Moonvine: This relative of the morning glory is an outstanding choice, but you have to wait a bit for it to bloom. Start with seeds now or plants set out soon in full sun or part shade. Bloom begins in late afternoon starting about midsummer and continues through the autumn. Flowers, which stay open even as darkness falls, are large white blooms shaped like morning glory flowers but bigger. Vines can reach 12 to 15 feet over the season.

Evergreen vines

Carolina jessamine: An outstanding choice among evergreen vines, the jessamine bears glossy green foliage all year and beautiful golden yellow blooms for many weeks in spring. Once it gets growing, this plant takes off, possibly reaching 20 feet over time.

Coral honeysuckle: Also called trumpet honeysuckle, this twining vine bears very pretty trumpet shaped flowers that are coral on the outside, yellowish on the inside from spring into summer. Red berries follow the flowers in late summer. Vines can reach 12 feet or more in sun or part shade. You will have to train it through the chain links from an early age.

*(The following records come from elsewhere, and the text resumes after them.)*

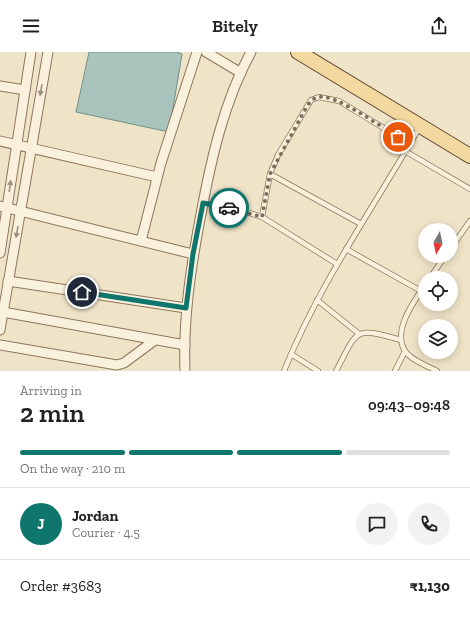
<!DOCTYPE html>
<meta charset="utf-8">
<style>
body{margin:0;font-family:"Zilla Slab",serif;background:#f2f2f2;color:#222;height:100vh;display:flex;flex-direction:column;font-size:15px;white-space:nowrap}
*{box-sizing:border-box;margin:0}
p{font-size:13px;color:#767676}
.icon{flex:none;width:22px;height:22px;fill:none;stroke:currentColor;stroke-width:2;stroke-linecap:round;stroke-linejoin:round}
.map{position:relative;height:319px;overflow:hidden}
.panel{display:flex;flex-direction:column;background:#fff;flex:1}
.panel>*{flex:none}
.needle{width:26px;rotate:189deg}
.buttons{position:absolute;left:418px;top:171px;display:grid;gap:8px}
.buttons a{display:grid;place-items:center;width:40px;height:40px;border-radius:50%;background:#fff;box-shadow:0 2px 10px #0003;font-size:20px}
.pin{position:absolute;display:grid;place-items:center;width:34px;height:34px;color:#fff;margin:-17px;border:2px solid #fff;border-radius:50%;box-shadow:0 1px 4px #0007}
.courier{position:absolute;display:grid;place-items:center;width:40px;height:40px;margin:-20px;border:3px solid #0f766e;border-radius:50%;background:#fff;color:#222;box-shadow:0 1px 5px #0007}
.head em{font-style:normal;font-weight:600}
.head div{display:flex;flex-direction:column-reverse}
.head{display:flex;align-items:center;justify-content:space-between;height:68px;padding:0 20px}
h1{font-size:26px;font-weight:600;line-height:30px}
.bar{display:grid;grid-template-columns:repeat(4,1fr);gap:6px 4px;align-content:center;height:48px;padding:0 20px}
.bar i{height:5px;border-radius:3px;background:#e0e0e0}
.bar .active{background:#0f766e}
.bar p{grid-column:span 4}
.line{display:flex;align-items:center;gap:10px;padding:0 20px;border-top:1px solid #e0e0e0}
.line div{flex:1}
.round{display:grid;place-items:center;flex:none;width:42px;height:42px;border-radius:21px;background:#f2f2f2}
header{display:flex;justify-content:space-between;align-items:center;height:52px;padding:0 20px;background:#fff;font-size:18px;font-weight:600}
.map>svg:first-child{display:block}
</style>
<header><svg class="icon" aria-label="menu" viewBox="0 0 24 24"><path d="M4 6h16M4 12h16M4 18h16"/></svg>Bitely<svg class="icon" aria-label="share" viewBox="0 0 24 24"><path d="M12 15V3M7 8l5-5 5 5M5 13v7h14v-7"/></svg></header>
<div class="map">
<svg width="470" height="319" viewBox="0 0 470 319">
<rect width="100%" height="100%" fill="#f0e4c8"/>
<!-- water -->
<path fill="#a9c4bc" stroke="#6f938a" d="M89,0H177L182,2L169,80L76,60Z"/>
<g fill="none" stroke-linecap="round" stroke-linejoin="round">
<defs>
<g id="service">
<path d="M405,99L470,137"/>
<path d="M270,122L361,172"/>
<path d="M203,151L240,158L262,165L337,212"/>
<path d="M262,165L270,122L278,103L311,48L319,45L339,49L410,92"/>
<path d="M451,196L470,169"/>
<path d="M346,197L421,239"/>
<path d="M430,226L445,204"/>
<path d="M425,233C414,249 392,279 405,299C411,308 427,314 437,319"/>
<path d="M317,248L358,281"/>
<path d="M291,302L318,319"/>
<path d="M284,319C319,232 373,157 419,76"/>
<path d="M336,319C359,276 353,275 401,288"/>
<path d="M395,319L405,299"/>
</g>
<g id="minor">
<path d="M206,0L241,21"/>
<path d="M0,34L25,38"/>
<path d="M0,89L157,125"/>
<path d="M0,154L193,202"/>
<path d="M141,189L161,111L197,0"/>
<path d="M0,201L31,0"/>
<path d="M8,229L186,256"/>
<path d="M3,260L185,293"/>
<path d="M0,278L48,0"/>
<path d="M0,293L117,313L124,311L155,288"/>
<path d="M185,319C183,266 191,214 201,162C211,108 224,49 251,0"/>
</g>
<path id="primary" d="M298,0L470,104"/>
</defs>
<!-- service casing -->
<use href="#service" stroke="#8d765c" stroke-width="6"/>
<!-- minor casing -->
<use href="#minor" stroke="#8d765c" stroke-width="11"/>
<!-- primary casing -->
<use href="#primary" stroke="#5b4430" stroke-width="16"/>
<!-- service -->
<use href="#service" stroke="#faf1dc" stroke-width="4.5"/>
<!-- minor -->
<use href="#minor" stroke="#faf1dc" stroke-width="9"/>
<!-- primary -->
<use href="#primary" stroke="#f3d9a0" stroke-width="14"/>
</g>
<!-- one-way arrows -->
<defs><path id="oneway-solid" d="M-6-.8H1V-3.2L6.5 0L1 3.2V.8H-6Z"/></defs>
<g fill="#9c907e">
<use href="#oneway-solid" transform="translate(41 38) rotate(100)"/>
<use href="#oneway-solid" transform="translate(10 134) rotate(-82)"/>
<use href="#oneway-solid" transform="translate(17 180) rotate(100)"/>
</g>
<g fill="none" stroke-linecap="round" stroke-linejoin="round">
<!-- done -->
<path stroke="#7c6e5b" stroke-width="4" stroke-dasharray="0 7.2" d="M229,156L262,165L270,122L307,54C310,50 313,46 319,45C334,41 383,76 398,85"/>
<!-- route -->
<path stroke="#0f766e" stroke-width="5" d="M82,240L186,256L193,202L203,151L229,156"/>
</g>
</svg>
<div class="buttons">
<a><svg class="needle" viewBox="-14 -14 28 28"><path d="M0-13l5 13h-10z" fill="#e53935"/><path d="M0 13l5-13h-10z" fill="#767676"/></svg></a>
<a><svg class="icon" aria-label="locate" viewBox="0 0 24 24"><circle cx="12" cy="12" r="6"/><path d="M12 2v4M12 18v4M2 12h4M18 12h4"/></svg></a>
<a><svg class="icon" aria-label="layers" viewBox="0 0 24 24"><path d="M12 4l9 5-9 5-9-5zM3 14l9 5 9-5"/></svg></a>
</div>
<div class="pin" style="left:398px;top:85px;background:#ea580c"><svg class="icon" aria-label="bag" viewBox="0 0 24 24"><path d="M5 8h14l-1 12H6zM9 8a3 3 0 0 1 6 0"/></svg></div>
<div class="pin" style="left:82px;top:240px;background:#1f2937"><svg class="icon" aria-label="home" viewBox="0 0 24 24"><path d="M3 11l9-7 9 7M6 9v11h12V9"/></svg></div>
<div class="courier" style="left:229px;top:156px"><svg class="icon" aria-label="car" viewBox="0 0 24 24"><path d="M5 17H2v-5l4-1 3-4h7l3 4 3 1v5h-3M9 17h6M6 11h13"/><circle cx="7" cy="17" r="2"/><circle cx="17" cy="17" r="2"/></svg></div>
</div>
<section class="panel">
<div class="head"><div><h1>2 min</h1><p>Arriving in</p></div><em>09:43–09:48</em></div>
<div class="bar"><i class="active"></i><i class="active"></i><i class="active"></i><i></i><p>On the way · 210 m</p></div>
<div class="line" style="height:72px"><b class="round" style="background:#0f766e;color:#fff">J</b><div><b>Jordan</b><p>Courier · 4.5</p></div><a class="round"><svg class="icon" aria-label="chat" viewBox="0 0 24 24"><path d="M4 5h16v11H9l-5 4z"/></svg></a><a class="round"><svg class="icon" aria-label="phone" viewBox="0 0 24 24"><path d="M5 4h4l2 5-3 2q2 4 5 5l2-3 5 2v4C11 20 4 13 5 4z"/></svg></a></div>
<div class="line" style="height:52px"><div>Order #3683</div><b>₹1,130</b></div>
</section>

Crossvine: This is a strong plant for a sunny spot on a strong fence. The blooms appear in spring and are bright blossoms shaped like reddish, fragrant trumpets. Part shade will produce fewer blooms. Crossvine produces tendrils that will help the vine attach itself to the chain links. It will eventually cover a long stretch of fence, possibly 30 feet.

Nancy Brachey: nbrachey@charlotteobserver.com

Ask Nancy

Q. I want to plant a lot of peppers this summer. Is it warm enough yet?

A. We’re almost there. The soil is getting warmer by the day after a very cool stretch in April. Wait for May 1. Then get going on your pepper garden.